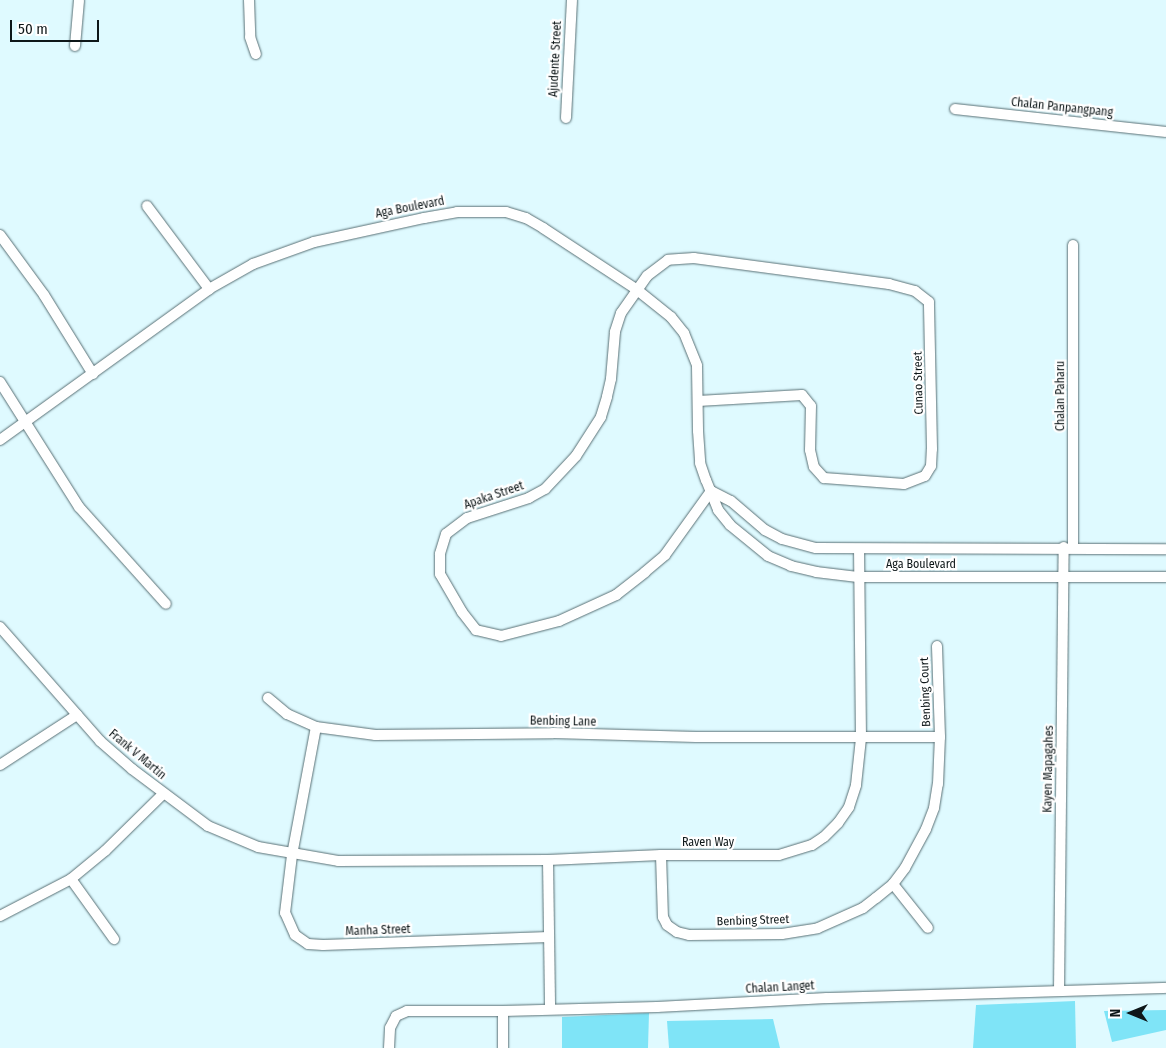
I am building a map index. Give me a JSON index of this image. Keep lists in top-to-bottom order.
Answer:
{
  "streets": {
    "street": [
      "Ajudente Street",
      "Chalan Panpangpang",
      "Aga Boulevard",
      "Cunao Street",
      "Chalan Paharu",
      "Apaka Street",
      "Benbing Court",
      "Benbing Lane",
      "Frank V Martin",
      "Kayen Mapagahes",
      "Raven Way",
      "Benbing Street",
      "Manha Street",
      "Chalan Langet"
    ]
  },
  "crossings": [
    ["Aga Boulevard", "Cunao Street"],
    ["Aga Boulevard", "Chalan Paharu"],
    ["Aga Boulevard", "Apaka Street"],
    ["Aga Boulevard", "Kayen Mapagahes"],
    ["Aga Boulevard", "Raven Way"],
    ["Cunao Street", "Apaka Street"],
    ["Chalan Paharu", "Kayen Mapagahes"],
    ["Benbing Court", "Benbing Lane"],
    ["Benbing Court", "Benbing Street"],
    ["Benbing Lane", "Raven Way"],
    ["Benbing Lane", "Benbing Street"],
    ["Frank V Martin", "Raven Way"],
    ["Frank V Martin", "Manha Street"],
    ["Kayen Mapagahes", "Chalan Langet"],
    ["Raven Way", "Benbing Street"],
    ["Raven Way", "Manha Street"]
  ],
  "scale_bar": "50 m",
  "north": "left"
}
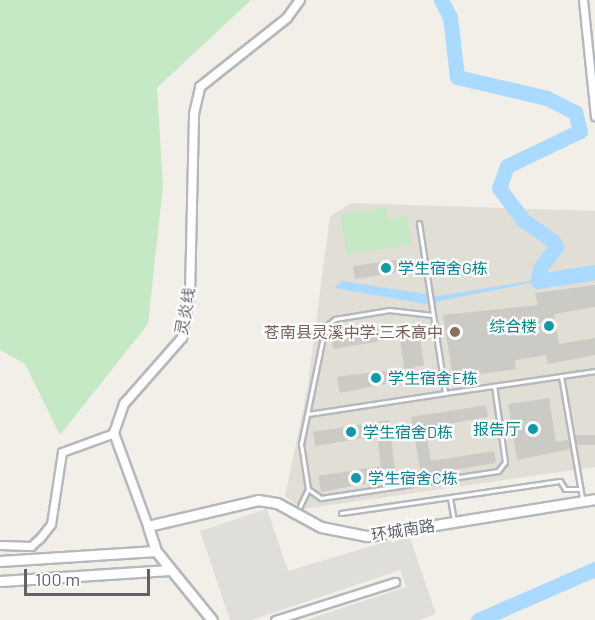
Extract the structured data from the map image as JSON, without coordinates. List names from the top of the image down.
{
  "streets": {
    "main road": ["环城南路"],
    "street": ["灵炎线"]
  },
  "places": [
    "学生宿舍G栋",
    "综合楼",
    "苍南县灵溪中学·三禾高中",
    "学生宿舍E栋",
    "报告厅",
    "学生宿舍D栋",
    "学生宿舍C栋"
  ],
  "scale_bar": "100 m"
}
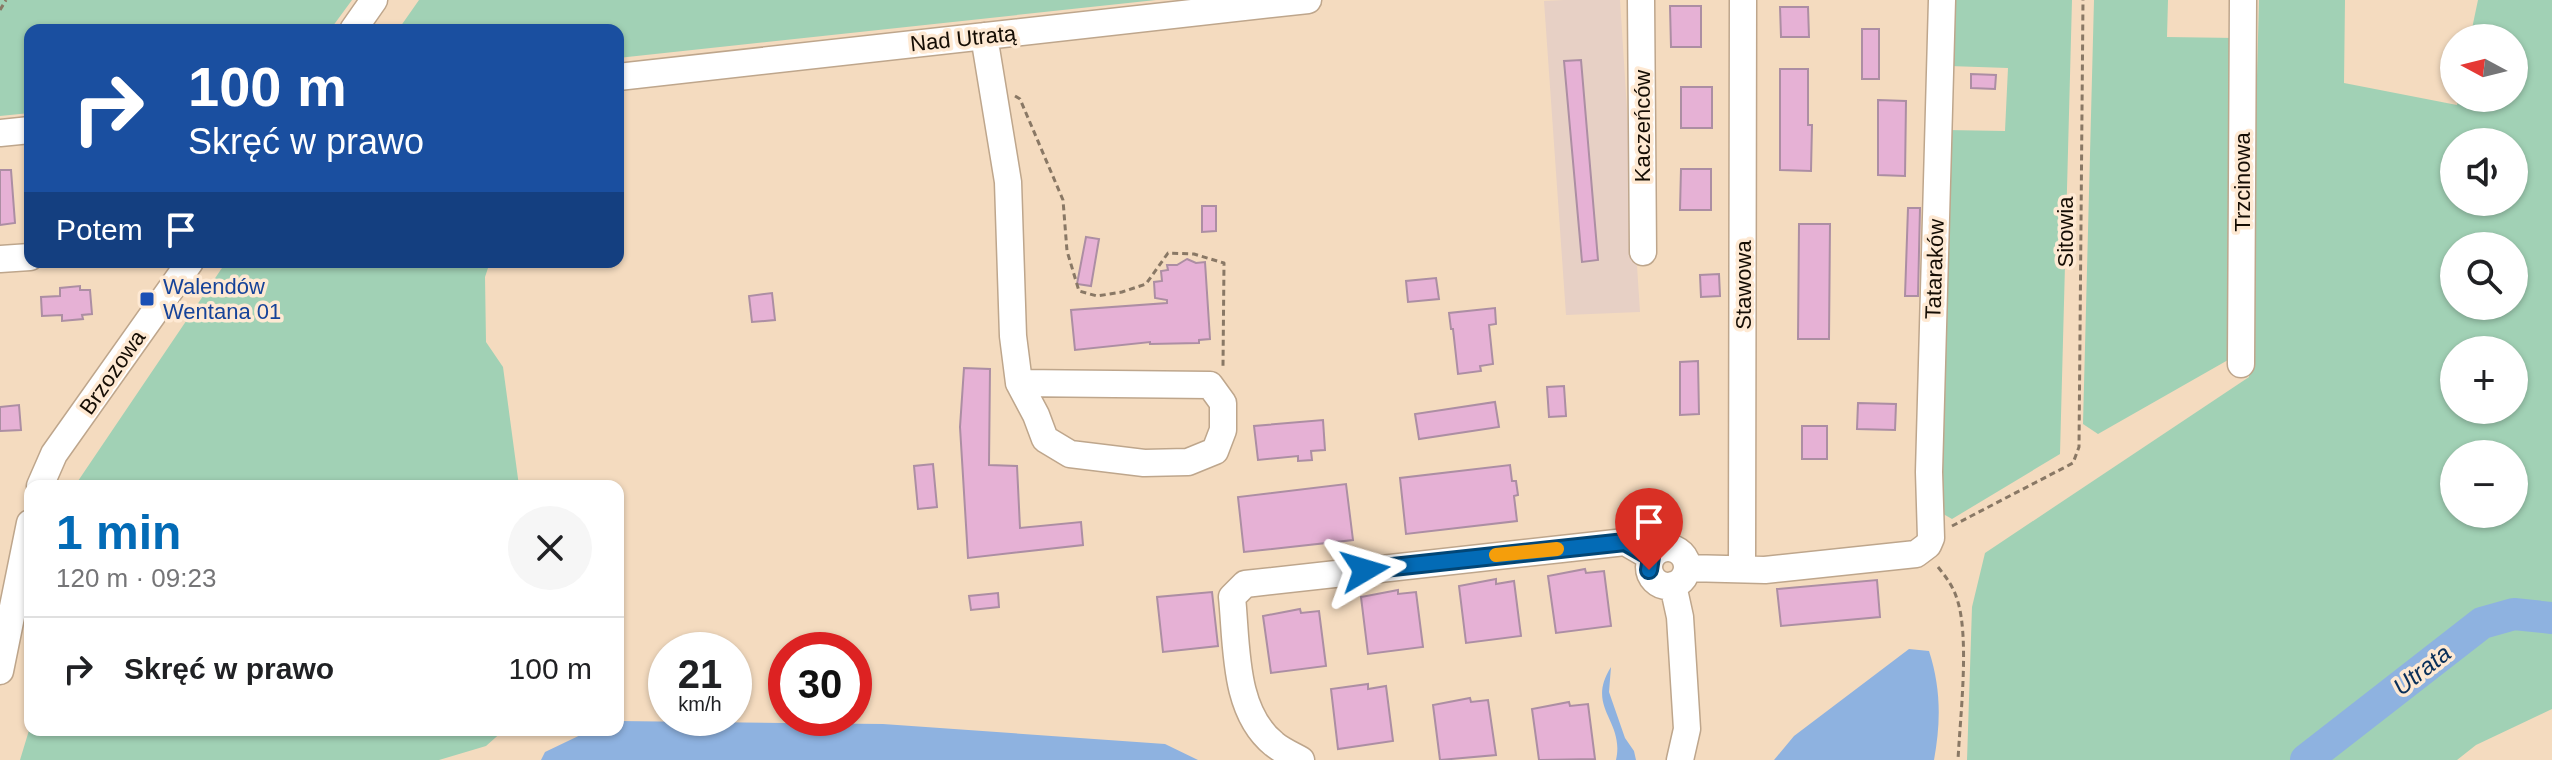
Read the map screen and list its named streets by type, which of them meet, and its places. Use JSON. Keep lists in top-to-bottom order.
{
  "streets": {
    "street": [
      "Nad Utratą",
      "Kaczeńców",
      "Trzcinowa",
      "Tataraków",
      "Stawowa",
      "Brzozowa"
    ],
    "path": ["Sitowia"]
  },
  "crossings": [
    ["Sitowia", "Tataraków"]
  ],
  "water": ["Utrata"],
  "places": {
    "transit": ["Walendów Wentana 01"]
  },
  "north": "left",
  "page": {
    "map_buttons": ["+", "−"],
    "turn": ["100 m", "Skręć w prawo"],
    "then": "Potem",
    "heading": ["1 min", "120 m · 09:23"],
    "list": [
      {
        "name": "Skręć w prawo",
        "value": "100 m"
      }
    ],
    "speed": "21 km/h",
    "limit": "30"
  }
}
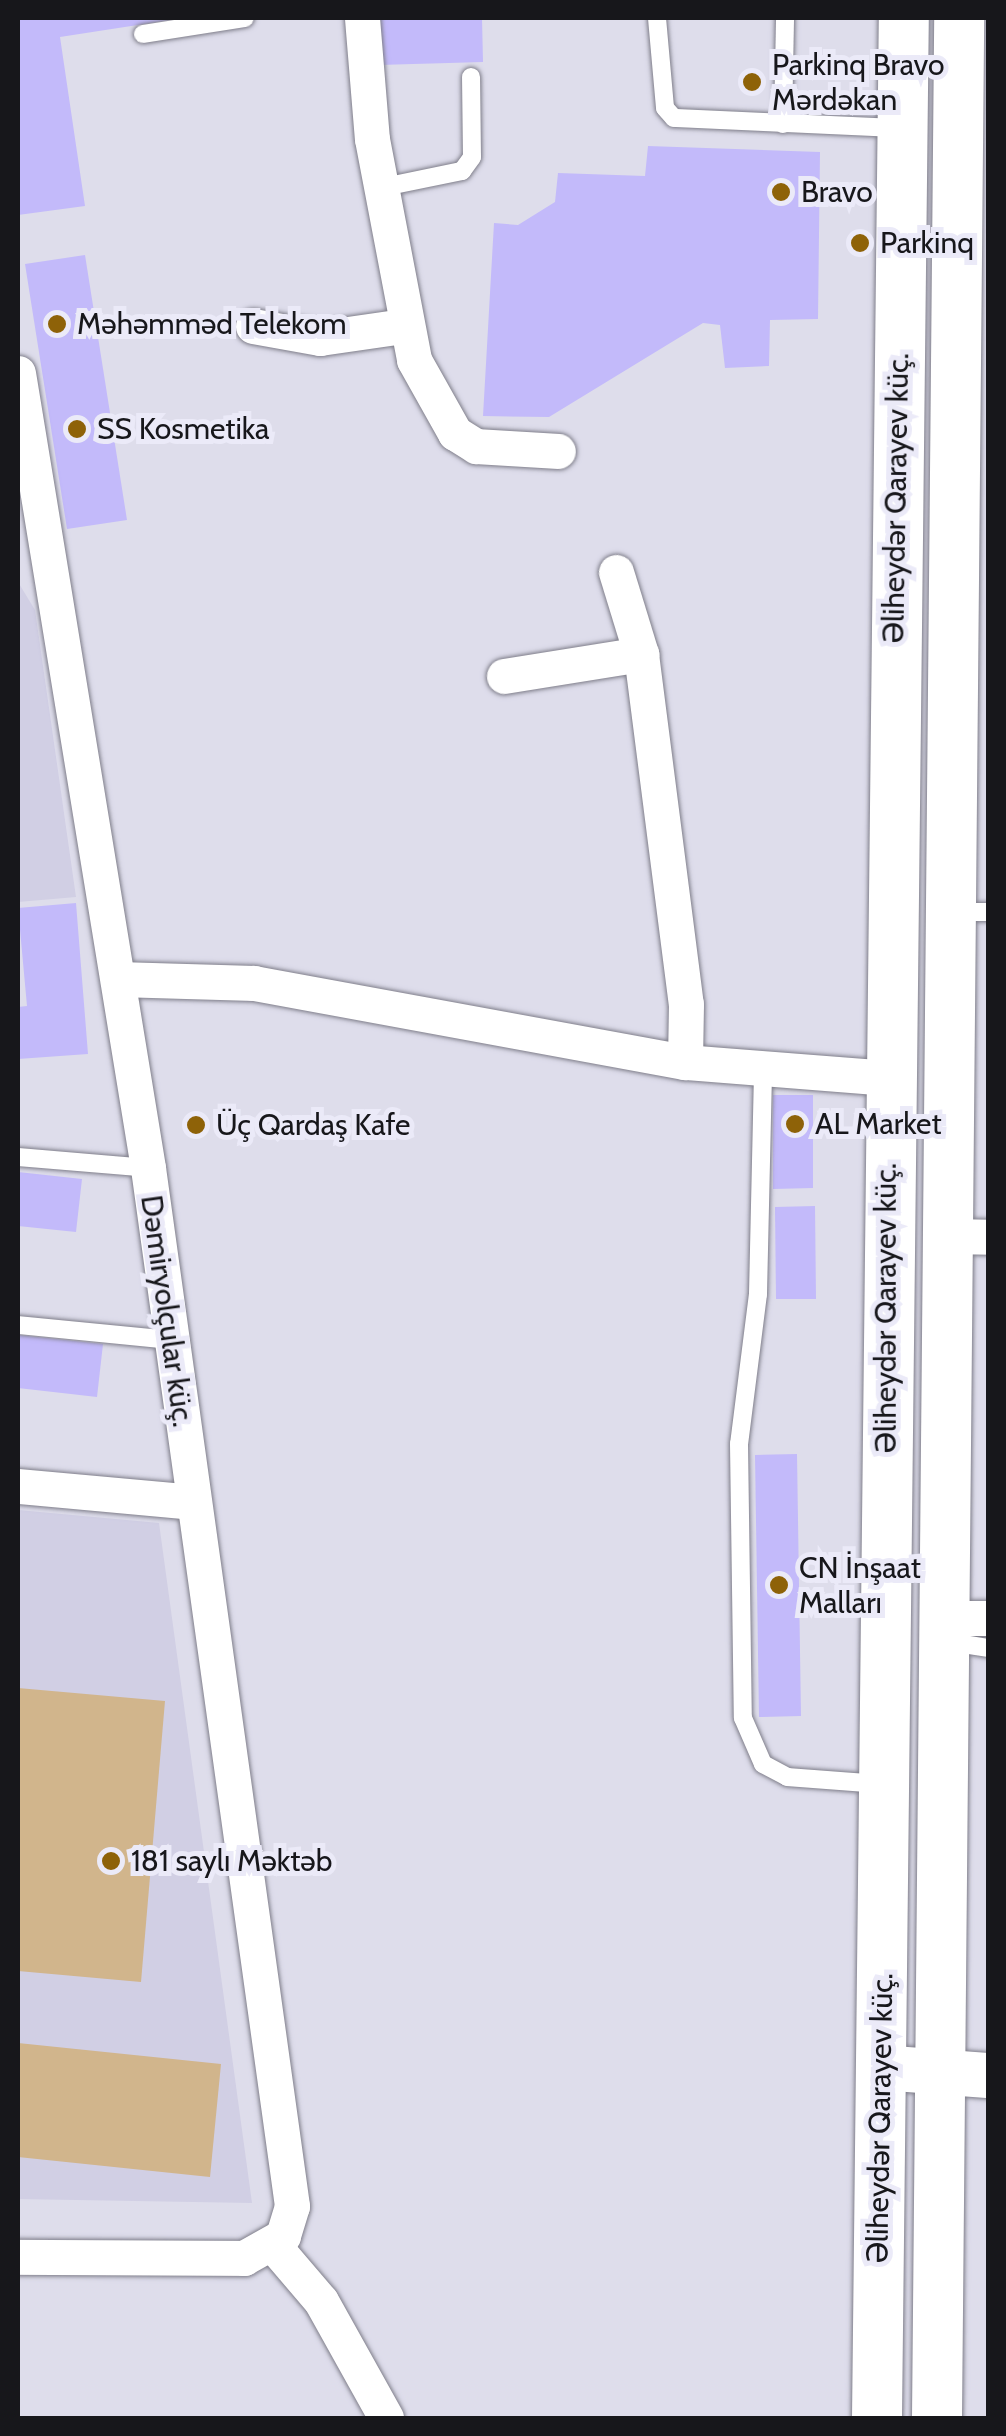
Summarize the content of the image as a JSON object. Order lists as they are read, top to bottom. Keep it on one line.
{"streets":{"main road":["Əliheydər Qarayev küç."],"street":["Dəmiryolçular küç."]},"places":["Parkinq Bravo Mərdəkan","Bravo","Parkinq","Məhəmməd Telekom","SS Kosmetika","AL Market","Üç Qardaş Kafe","CN İnşaat Malları","181 saylı Məktəb"]}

Task instructions:
Write out exactly the lines from the one containing "Read the map" through the end of the entries, both included. Pictures are not copied.

Solution to the exercise:
Read the map screen and list its named streets by type, which of them meet, and its places. Use JSON. Keep lists in top-to-bottom order.
{
  "streets": {
    "street": [
      "Nad Utratą",
      "Kaczeńców",
      "Trzcinowa",
      "Tataraków",
      "Stawowa",
      "Brzozowa"
    ],
    "path": ["Sitowia"]
  },
  "crossings": [
    ["Sitowia", "Tataraków"]
  ],
  "water": ["Utrata"],
  "places": {
    "transit": ["Walendów Wentana 01"]
  },
  "north": "left",
  "page": {
    "map_buttons": ["+", "−"],
    "turn": ["100 m", "Skręć w prawo"],
    "then": "Potem",
    "heading": ["1 min", "120 m · 09:23"],
    "list": [
      {
        "name": "Skręć w prawo",
        "value": "100 m"
      }
    ],
    "speed": "21 km/h",
    "limit": "30"
  }
}
Summarize the content of the image as a JSON object. Order lists as they are read, top to bottom. Keep it on one line.
{"streets":{"main road":["Əliheydər Qarayev küç."],"street":["Dəmiryolçular küç."]},"places":["Parkinq Bravo Mərdəkan","Bravo","Parkinq","Məhəmməd Telekom","SS Kosmetika","AL Market","Üç Qardaş Kafe","CN İnşaat Malları","181 saylı Məktəb"]}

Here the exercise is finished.